Search the material for the word "width" and copy each line that holds it.
#### Dataset records ####
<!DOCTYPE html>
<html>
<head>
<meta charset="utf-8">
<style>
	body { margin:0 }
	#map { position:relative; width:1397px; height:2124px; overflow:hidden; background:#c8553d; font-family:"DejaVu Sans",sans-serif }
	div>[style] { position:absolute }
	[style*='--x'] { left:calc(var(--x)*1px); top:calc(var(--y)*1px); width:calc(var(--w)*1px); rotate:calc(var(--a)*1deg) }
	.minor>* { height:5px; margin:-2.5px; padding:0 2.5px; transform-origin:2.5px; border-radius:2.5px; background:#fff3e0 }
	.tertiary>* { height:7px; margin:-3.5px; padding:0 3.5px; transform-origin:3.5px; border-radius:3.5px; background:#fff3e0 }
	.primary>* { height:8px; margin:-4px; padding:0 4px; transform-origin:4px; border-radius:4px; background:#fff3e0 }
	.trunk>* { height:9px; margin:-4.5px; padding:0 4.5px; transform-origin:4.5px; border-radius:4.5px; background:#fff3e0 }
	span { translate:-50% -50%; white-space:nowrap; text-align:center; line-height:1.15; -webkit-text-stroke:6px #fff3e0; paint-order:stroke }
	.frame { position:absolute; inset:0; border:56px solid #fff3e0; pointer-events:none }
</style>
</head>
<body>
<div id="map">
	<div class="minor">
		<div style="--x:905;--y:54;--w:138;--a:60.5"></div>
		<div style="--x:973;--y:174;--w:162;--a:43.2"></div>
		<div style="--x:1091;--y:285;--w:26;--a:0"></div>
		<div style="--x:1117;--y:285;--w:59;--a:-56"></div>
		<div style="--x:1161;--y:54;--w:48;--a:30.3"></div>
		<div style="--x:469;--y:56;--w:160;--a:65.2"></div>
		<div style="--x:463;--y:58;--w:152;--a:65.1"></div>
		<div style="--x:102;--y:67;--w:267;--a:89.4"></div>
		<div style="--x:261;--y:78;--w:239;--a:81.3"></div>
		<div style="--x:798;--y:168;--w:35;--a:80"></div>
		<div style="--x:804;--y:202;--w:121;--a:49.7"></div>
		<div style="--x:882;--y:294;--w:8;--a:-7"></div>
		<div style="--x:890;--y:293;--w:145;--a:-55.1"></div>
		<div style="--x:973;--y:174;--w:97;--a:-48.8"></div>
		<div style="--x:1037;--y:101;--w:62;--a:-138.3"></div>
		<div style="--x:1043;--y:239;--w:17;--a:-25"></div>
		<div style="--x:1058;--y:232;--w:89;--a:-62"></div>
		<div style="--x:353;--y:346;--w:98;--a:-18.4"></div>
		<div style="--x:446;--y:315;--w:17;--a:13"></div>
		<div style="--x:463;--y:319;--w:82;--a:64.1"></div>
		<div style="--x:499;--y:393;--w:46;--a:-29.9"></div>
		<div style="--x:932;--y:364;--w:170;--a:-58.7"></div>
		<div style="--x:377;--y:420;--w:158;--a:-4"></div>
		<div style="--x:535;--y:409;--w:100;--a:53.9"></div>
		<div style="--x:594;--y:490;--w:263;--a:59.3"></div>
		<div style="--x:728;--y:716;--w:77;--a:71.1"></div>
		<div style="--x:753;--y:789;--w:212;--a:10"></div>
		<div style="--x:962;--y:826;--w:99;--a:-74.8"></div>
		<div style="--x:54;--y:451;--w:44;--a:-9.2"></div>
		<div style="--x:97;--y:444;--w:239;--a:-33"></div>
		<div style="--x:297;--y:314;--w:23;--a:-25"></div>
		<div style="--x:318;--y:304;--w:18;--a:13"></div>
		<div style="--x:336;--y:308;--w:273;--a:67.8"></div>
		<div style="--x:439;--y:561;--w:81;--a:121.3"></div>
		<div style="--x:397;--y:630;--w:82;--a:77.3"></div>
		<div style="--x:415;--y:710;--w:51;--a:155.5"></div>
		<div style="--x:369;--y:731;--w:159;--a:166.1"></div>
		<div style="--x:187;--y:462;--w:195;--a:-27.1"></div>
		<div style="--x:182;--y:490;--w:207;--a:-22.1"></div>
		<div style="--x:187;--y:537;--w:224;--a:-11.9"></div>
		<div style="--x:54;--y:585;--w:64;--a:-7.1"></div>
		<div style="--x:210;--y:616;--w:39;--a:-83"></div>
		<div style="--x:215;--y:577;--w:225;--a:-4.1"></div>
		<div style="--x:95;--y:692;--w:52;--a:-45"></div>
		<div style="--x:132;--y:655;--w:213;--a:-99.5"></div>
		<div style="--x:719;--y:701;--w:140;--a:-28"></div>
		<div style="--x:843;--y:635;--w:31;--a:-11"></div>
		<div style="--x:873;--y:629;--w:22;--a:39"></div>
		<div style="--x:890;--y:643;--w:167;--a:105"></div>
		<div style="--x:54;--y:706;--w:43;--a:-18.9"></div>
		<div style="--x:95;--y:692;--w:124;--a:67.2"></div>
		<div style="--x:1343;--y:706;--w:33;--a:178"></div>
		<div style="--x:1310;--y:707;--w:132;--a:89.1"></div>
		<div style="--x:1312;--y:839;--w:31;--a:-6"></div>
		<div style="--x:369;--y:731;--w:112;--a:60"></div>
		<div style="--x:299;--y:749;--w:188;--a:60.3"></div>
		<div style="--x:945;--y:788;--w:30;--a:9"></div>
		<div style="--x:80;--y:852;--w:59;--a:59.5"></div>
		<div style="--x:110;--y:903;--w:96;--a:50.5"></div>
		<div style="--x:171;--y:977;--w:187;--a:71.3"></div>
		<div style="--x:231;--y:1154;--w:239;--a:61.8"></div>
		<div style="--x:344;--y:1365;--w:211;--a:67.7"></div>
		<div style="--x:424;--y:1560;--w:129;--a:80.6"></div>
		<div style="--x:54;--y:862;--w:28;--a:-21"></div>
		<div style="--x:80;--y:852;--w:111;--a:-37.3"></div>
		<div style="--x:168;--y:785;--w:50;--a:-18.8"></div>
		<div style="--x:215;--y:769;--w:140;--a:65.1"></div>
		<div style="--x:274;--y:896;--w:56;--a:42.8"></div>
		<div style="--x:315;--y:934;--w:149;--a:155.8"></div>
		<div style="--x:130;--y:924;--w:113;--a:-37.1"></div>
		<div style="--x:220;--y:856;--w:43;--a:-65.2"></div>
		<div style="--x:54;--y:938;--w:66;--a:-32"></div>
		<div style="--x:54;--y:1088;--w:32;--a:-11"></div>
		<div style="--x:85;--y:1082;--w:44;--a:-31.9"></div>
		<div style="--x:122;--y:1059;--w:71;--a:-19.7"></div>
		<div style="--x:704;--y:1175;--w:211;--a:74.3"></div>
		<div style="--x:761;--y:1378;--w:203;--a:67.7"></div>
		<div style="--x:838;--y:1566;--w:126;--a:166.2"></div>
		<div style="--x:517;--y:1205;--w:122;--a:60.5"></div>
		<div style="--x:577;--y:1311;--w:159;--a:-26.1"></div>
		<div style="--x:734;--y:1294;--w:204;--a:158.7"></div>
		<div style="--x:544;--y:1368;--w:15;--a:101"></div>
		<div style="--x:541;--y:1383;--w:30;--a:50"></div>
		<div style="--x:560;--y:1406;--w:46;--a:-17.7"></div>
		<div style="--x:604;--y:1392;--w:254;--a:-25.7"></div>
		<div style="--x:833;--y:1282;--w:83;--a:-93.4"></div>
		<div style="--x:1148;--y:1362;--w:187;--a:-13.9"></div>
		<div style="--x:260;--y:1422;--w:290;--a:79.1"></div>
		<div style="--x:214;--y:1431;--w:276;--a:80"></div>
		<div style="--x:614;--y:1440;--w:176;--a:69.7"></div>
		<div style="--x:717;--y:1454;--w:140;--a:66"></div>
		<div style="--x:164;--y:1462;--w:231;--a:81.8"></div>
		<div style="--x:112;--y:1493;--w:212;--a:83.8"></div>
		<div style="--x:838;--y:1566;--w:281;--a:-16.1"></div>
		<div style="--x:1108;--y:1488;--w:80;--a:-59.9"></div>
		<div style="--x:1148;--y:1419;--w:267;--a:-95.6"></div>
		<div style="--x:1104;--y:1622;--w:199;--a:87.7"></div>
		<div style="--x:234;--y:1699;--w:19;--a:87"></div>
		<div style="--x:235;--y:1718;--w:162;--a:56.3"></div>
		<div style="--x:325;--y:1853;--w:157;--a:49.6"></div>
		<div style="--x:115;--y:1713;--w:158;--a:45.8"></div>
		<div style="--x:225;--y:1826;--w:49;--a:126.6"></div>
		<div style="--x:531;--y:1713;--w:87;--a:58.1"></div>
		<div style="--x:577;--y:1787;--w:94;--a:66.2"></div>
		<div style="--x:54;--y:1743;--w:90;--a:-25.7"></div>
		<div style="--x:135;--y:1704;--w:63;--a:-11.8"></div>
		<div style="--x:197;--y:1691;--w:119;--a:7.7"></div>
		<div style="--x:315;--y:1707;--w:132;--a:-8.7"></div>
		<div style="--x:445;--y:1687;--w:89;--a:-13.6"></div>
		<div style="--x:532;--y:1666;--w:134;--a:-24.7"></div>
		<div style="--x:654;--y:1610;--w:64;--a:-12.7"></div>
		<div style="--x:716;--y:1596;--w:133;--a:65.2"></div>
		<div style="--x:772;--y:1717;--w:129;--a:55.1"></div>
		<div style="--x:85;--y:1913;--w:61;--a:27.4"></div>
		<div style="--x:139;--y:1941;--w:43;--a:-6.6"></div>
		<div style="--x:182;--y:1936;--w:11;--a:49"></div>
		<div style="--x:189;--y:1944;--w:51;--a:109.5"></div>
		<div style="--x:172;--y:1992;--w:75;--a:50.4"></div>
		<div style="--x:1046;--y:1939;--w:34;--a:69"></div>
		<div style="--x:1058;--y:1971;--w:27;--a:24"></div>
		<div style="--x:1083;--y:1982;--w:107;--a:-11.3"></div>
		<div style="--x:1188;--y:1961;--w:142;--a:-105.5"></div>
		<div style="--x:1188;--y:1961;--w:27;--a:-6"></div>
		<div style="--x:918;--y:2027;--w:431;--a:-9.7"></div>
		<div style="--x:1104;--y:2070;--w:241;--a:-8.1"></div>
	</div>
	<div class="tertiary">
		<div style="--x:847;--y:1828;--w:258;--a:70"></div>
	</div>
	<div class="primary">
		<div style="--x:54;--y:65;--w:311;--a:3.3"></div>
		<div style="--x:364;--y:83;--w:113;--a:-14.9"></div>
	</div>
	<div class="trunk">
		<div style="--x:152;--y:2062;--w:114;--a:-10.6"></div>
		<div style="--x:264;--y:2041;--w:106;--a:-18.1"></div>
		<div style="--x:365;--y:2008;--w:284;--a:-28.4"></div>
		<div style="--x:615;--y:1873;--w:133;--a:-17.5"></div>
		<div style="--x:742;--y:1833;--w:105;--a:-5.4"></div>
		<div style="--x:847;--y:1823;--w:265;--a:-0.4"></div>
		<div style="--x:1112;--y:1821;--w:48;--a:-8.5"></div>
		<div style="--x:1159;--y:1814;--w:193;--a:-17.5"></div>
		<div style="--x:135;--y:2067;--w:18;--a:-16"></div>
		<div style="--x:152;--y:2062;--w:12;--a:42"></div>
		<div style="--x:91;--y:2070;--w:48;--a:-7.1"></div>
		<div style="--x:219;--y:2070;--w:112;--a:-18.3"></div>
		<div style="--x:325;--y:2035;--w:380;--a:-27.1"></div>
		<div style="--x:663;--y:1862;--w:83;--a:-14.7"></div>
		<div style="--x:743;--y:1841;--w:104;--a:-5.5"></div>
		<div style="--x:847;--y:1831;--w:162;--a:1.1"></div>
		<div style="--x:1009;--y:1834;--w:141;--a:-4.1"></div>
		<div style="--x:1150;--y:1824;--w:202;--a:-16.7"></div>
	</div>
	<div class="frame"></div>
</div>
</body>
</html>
####
▶ _Written answer_:
	#map { position:relative; width:1397px; height:2124px; overflow:hidden; background:#c8553d; font-family:"DejaVu Sans",sans-serif }
	[style*='--x'] { left:calc(var(--x)*1px); top:calc(var(--y)*1px); width:calc(var(--w)*1px); rotate:calc(var(--a)*1deg) }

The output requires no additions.